Moravec Corner Response

Takes the minimum Sum of Squared Differences (SSD) over all evaluated shift directions.

\[F_{m,n} = \min_{(x,y) \in D} E_{m,n}(x,y)\]

Image Gradients

Measures horizontal and vertical intensity changes per pixel.

\[I_x = \dfrac{\partial I}{\partial x}, \qquad I_y = \dfrac{\partial I}{\partial y}\]

Gradient Vector & Direction

Identifies the magnitude and direction angle of the strongest local intensity change.

\[\nabla f = \left(\dfrac{\partial f}{\partial x}, \dfrac{\partial f}{\partial y}\right), \qquad \theta_g = \text{atan2}\!\left(\dfrac{\partial f}{\partial y}, \dfrac{\partial f}{\partial x}\right)\]

Structure Tensor Matrix ($M$)

Summarizes local intensity variation using gradients in a neighborhood weighted by $w(x, y)$.

\[M = \sum w(x,y) \begin{bmatrix} I_x^2 & I_x I_y \\ I_x I_y & I_y^2 \end{bmatrix}\]

Harris SSD Taylor Approximation

Simplifies the continuous intensity variation function into a quadratic matrix expression.

\[E(u,v) \approx \begin{bmatrix} u & v \end{bmatrix} M \begin{bmatrix} u \\ v \end{bmatrix}\]

Eigenvector & Characteristic Equations

Used to explicitly compute eigenvalues $\lambda_1, \lambda_2$ from the structure tensor matrix.

\[(M - \lambda I)e = 0, \qquad \det(M - \lambda I) = 0\]

Determinant & Trace

Calculated directly from the structure tensor coefficients, avoiding the need to solve quadratic equations.

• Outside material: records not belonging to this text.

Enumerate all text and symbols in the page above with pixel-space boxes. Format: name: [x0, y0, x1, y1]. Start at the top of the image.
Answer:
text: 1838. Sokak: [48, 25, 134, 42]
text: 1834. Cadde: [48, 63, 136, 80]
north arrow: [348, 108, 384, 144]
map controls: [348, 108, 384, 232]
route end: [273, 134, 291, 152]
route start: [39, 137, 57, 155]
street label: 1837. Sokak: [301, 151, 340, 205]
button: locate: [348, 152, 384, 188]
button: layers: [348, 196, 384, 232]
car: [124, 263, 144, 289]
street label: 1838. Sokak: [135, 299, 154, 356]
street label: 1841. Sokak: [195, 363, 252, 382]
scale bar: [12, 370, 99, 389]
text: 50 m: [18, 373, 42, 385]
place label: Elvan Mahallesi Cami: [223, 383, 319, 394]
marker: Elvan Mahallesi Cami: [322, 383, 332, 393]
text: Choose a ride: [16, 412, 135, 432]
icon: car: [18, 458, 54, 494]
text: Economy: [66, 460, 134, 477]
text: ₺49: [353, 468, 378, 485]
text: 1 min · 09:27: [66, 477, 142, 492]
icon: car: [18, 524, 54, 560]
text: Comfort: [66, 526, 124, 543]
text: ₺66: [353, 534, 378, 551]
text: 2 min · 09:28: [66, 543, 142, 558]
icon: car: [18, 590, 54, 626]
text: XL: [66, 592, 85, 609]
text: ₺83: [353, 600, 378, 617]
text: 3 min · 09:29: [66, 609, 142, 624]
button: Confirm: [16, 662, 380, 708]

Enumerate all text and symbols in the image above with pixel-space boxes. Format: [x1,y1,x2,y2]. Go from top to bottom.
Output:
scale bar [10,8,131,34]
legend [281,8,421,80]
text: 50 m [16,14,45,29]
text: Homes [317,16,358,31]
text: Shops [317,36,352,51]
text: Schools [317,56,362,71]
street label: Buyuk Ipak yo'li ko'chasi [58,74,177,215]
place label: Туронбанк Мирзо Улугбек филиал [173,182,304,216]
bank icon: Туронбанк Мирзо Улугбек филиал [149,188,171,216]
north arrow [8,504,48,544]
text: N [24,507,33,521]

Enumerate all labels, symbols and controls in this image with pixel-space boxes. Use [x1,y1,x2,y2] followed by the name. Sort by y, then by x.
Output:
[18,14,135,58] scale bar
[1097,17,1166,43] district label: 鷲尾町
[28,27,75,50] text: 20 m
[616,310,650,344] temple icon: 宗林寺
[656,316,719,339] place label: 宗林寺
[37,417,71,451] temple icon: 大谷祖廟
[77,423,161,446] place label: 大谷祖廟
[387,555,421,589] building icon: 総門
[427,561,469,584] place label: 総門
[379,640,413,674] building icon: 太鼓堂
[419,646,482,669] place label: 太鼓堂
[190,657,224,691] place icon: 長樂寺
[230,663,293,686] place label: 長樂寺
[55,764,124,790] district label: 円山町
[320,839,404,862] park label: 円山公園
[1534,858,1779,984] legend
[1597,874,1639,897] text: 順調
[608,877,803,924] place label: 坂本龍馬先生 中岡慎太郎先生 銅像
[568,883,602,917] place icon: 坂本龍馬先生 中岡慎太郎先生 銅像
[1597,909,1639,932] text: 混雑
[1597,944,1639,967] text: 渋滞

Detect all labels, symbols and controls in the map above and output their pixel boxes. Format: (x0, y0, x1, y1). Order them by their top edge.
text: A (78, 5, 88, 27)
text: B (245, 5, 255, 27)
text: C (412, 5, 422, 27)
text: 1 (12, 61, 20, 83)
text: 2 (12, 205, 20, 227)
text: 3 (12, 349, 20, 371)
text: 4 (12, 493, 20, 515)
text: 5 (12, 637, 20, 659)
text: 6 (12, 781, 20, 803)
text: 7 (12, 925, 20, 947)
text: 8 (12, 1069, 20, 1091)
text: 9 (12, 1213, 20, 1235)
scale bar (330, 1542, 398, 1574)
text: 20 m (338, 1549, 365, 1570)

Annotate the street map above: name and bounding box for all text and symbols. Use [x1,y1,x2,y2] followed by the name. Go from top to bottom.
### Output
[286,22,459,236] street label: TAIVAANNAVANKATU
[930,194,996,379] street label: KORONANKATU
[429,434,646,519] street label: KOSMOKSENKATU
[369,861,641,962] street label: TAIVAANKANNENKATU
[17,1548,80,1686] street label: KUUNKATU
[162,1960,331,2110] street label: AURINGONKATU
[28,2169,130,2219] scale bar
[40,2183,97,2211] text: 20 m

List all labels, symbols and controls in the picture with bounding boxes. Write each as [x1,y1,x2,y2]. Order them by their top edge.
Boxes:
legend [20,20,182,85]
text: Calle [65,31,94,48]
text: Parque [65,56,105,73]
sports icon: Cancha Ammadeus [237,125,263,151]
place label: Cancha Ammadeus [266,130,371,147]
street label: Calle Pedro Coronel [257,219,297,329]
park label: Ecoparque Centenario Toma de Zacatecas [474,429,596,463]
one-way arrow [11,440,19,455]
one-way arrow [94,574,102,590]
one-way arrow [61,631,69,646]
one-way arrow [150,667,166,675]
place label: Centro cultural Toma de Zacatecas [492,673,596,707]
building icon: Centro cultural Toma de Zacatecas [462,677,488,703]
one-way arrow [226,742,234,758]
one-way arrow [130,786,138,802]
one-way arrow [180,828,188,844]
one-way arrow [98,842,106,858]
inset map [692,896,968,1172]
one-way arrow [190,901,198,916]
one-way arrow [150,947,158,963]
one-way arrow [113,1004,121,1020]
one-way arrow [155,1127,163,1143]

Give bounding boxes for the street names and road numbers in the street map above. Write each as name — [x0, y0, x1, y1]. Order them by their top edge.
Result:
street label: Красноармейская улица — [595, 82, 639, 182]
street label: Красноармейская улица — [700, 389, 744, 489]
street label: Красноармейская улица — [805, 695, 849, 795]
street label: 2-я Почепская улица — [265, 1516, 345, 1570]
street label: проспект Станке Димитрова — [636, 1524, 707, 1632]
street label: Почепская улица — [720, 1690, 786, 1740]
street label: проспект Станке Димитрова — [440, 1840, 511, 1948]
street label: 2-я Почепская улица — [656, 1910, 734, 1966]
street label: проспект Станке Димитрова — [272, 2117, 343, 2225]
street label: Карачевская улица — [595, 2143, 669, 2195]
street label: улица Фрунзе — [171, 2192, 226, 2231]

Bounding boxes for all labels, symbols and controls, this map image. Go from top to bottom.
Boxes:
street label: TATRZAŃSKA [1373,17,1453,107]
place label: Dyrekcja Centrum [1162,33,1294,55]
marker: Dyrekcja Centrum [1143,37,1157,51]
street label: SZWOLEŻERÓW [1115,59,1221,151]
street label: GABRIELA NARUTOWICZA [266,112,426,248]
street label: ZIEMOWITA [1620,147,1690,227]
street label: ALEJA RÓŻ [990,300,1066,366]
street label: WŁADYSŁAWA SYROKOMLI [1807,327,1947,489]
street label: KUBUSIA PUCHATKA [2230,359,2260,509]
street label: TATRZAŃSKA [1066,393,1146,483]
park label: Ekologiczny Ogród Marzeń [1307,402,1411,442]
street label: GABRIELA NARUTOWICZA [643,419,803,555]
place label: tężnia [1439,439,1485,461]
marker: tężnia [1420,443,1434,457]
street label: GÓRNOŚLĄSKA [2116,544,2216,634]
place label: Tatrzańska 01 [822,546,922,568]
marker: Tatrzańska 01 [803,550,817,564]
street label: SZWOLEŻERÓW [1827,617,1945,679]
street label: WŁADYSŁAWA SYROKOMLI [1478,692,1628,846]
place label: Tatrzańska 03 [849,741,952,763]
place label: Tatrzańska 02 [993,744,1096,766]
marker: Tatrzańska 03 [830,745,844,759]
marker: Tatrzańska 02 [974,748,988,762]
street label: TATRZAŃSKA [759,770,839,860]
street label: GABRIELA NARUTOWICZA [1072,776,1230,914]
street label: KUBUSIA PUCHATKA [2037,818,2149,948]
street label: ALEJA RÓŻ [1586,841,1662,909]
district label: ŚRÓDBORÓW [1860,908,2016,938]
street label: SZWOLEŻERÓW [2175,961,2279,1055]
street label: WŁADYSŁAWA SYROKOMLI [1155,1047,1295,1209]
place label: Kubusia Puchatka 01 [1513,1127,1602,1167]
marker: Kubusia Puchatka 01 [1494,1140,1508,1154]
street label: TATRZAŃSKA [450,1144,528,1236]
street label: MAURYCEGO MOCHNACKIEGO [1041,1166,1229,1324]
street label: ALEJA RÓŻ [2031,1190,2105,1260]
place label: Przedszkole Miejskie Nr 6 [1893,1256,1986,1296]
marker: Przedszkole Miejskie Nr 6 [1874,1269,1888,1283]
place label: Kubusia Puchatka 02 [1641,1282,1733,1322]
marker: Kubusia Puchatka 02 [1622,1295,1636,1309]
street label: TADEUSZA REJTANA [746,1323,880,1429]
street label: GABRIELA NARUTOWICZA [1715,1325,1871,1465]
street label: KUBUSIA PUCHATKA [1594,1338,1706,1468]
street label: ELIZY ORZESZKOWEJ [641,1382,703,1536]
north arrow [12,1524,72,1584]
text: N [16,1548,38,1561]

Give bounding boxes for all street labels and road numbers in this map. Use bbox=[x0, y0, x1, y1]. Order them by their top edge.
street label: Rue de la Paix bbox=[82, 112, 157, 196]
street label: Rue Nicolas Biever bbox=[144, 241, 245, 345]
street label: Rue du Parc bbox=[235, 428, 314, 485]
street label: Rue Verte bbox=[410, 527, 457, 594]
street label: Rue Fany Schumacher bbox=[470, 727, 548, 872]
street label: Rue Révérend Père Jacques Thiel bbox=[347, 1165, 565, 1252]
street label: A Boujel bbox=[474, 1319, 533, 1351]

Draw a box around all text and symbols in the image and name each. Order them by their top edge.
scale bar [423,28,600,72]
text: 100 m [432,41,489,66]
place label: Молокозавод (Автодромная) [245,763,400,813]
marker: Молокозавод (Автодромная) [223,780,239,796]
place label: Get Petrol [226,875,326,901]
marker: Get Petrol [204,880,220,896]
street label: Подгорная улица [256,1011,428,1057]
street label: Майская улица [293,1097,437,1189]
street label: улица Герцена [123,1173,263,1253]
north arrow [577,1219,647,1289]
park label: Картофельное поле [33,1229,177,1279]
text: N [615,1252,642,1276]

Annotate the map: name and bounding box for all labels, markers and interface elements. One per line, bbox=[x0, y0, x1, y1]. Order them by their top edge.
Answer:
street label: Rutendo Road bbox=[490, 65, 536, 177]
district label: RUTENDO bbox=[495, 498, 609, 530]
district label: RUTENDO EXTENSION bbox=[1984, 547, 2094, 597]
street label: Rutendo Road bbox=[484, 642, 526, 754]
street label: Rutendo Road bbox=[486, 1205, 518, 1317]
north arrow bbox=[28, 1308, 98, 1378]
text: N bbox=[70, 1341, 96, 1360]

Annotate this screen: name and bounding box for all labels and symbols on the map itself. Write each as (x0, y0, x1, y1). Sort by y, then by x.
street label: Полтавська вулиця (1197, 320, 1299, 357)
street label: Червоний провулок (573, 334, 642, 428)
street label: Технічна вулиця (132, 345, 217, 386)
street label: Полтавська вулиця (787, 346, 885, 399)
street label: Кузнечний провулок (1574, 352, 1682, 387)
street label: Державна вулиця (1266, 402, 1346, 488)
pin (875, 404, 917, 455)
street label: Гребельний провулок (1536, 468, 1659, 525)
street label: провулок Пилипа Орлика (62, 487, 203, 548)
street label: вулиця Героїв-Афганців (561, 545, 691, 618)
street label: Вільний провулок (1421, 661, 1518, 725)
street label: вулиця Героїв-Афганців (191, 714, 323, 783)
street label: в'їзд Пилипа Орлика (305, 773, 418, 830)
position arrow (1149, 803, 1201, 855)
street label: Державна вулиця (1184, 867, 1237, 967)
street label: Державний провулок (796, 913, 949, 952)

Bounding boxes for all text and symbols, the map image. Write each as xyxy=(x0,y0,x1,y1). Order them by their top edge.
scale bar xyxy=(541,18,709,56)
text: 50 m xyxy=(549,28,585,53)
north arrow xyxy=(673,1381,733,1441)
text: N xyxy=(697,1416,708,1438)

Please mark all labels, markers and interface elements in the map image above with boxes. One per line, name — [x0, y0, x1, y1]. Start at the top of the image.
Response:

\[\det(M) = \lambda_1 \lambda_2, \qquad \text{trace}(M) = \lambda_1 + \lambda_2\]

Harris Response Function

Evaluates corner strength using a sensitivity coefficient $\alpha$ (typically $0.04$ to $0.06$).

\[R = \det(M) - \alpha \cdot \text{trace}(M)^2\]

Shi-Tomasi Response

Directly selects the smaller eigenvalue as the corner strength metric.

\[R = \min(\lambda_1, \lambda_2)\]

Noble Response

An alternative response function used for improved numerical stability.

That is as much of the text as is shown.